**What needs to be done:** At the line with "Instruction: Build a", start repeating the data, and continue line by line through the final line, exactly.

**Given data:**

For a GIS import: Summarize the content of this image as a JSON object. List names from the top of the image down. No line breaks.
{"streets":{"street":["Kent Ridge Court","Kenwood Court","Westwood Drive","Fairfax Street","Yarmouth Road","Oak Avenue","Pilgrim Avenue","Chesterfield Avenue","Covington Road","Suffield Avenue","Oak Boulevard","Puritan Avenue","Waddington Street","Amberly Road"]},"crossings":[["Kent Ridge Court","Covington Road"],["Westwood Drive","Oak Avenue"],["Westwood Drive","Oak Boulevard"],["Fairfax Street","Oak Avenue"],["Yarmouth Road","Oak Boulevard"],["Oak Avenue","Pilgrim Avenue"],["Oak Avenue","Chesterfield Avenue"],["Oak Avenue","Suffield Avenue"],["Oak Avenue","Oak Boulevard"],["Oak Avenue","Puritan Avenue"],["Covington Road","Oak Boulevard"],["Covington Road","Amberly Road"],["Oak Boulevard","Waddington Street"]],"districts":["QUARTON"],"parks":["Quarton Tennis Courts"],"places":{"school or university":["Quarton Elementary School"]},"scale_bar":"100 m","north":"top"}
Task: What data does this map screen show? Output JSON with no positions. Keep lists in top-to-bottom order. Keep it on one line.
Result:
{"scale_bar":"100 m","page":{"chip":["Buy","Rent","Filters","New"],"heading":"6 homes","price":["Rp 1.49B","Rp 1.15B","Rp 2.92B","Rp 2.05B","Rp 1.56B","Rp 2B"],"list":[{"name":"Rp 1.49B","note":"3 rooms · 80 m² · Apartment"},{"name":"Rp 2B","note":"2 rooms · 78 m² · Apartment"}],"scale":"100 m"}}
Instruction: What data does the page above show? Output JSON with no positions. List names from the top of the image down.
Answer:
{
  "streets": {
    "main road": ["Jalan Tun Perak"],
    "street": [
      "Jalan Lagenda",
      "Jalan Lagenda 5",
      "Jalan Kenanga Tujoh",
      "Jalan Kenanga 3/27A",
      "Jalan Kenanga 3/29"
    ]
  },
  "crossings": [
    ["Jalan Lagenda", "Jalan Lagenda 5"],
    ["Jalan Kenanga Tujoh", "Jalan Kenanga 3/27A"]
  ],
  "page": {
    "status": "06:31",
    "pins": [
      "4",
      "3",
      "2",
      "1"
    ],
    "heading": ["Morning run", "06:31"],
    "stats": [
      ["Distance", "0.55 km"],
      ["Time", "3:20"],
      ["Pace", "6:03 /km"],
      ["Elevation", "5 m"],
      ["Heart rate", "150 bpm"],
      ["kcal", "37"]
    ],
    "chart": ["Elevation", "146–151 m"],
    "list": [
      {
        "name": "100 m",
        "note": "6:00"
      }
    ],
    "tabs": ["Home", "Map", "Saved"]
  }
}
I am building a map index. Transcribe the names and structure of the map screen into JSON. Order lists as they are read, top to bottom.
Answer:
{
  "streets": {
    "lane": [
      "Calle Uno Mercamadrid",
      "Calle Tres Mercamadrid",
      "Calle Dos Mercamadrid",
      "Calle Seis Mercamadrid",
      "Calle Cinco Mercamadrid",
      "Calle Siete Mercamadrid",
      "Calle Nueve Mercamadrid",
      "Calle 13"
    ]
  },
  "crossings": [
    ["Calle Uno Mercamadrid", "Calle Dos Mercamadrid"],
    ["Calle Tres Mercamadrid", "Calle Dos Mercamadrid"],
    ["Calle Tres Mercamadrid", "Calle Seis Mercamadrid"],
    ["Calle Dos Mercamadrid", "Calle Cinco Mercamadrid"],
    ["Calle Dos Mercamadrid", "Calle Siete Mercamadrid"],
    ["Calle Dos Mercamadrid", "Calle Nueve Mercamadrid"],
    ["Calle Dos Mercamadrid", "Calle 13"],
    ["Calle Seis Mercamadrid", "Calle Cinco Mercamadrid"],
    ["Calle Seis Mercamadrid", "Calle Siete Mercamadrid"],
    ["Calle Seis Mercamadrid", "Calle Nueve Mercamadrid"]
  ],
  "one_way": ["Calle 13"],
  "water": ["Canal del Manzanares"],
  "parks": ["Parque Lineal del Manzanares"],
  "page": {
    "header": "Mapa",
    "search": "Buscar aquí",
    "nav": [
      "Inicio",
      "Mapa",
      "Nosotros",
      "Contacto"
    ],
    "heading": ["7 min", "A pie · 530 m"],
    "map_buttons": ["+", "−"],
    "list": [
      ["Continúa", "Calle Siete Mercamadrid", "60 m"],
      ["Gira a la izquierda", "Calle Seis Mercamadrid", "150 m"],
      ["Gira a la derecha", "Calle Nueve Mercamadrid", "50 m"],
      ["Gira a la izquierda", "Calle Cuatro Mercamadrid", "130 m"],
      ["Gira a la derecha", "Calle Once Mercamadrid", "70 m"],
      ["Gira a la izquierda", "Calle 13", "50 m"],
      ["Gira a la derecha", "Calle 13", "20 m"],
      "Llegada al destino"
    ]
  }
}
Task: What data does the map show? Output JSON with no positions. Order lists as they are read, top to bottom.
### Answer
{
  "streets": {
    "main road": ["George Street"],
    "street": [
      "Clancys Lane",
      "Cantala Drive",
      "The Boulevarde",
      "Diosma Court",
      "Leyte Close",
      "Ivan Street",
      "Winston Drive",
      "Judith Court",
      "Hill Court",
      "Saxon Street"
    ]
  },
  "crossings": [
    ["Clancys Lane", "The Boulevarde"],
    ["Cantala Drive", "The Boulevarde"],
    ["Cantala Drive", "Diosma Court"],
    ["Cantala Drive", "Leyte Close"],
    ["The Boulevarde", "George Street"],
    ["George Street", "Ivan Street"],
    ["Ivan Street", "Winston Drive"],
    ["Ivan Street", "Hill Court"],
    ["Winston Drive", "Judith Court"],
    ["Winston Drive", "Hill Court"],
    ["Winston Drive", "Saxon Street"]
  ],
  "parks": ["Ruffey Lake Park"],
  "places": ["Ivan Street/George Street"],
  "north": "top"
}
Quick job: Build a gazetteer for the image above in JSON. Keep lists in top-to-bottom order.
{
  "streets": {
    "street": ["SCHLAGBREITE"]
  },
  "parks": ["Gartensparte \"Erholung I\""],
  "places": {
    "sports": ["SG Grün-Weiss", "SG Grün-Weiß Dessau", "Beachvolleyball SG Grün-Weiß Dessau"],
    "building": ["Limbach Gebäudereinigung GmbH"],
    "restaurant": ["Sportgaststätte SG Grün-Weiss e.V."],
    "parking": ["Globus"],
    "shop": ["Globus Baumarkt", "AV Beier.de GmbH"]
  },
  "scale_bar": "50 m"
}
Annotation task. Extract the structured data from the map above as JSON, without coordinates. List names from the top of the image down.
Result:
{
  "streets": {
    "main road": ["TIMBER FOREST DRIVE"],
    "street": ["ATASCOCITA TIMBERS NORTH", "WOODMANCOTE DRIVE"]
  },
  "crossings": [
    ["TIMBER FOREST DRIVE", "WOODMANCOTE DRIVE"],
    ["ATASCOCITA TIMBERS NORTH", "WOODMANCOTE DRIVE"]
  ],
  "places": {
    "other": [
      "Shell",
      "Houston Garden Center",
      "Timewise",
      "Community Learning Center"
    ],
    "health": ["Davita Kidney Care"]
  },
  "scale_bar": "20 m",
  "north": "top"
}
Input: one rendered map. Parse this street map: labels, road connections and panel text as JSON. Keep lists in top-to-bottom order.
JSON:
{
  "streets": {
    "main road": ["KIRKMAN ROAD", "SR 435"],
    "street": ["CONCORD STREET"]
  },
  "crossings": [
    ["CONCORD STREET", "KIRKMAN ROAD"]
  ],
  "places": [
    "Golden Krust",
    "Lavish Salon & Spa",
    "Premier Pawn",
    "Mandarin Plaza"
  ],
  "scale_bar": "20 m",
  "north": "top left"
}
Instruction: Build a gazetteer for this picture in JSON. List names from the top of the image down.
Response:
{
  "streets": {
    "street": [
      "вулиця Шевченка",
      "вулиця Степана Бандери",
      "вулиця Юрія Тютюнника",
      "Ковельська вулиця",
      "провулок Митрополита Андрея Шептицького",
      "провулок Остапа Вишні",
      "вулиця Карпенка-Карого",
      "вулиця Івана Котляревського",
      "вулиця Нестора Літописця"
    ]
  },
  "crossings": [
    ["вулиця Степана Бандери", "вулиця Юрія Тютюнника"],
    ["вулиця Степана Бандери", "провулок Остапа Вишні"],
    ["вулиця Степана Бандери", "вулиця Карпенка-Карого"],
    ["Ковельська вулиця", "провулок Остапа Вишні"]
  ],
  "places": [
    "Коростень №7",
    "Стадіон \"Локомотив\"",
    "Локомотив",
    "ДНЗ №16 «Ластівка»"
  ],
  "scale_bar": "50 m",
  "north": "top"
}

**Solved problem:**
Instruction: Build a gazetteer for this picture in JSON. List names from the top of the image down.
Response:
{
  "streets": {
    "street": [
      "вулиця Шевченка",
      "вулиця Степана Бандери",
      "вулиця Юрія Тютюнника",
      "Ковельська вулиця",
      "провулок Митрополита Андрея Шептицького",
      "провулок Остапа Вишні",
      "вулиця Карпенка-Карого",
      "вулиця Івана Котляревського",
      "вулиця Нестора Літописця"
    ]
  },
  "crossings": [
    ["вулиця Степана Бандери", "вулиця Юрія Тютюнника"],
    ["вулиця Степана Бандери", "провулок Остапа Вишні"],
    ["вулиця Степана Бандери", "вулиця Карпенка-Карого"],
    ["Ковельська вулиця", "провулок Остапа Вишні"]
  ],
  "places": [
    "Коростень №7",
    "Стадіон \"Локомотив\"",
    "Локомотив",
    "ДНЗ №16 «Ластівка»"
  ],
  "scale_bar": "50 m",
  "north": "top"
}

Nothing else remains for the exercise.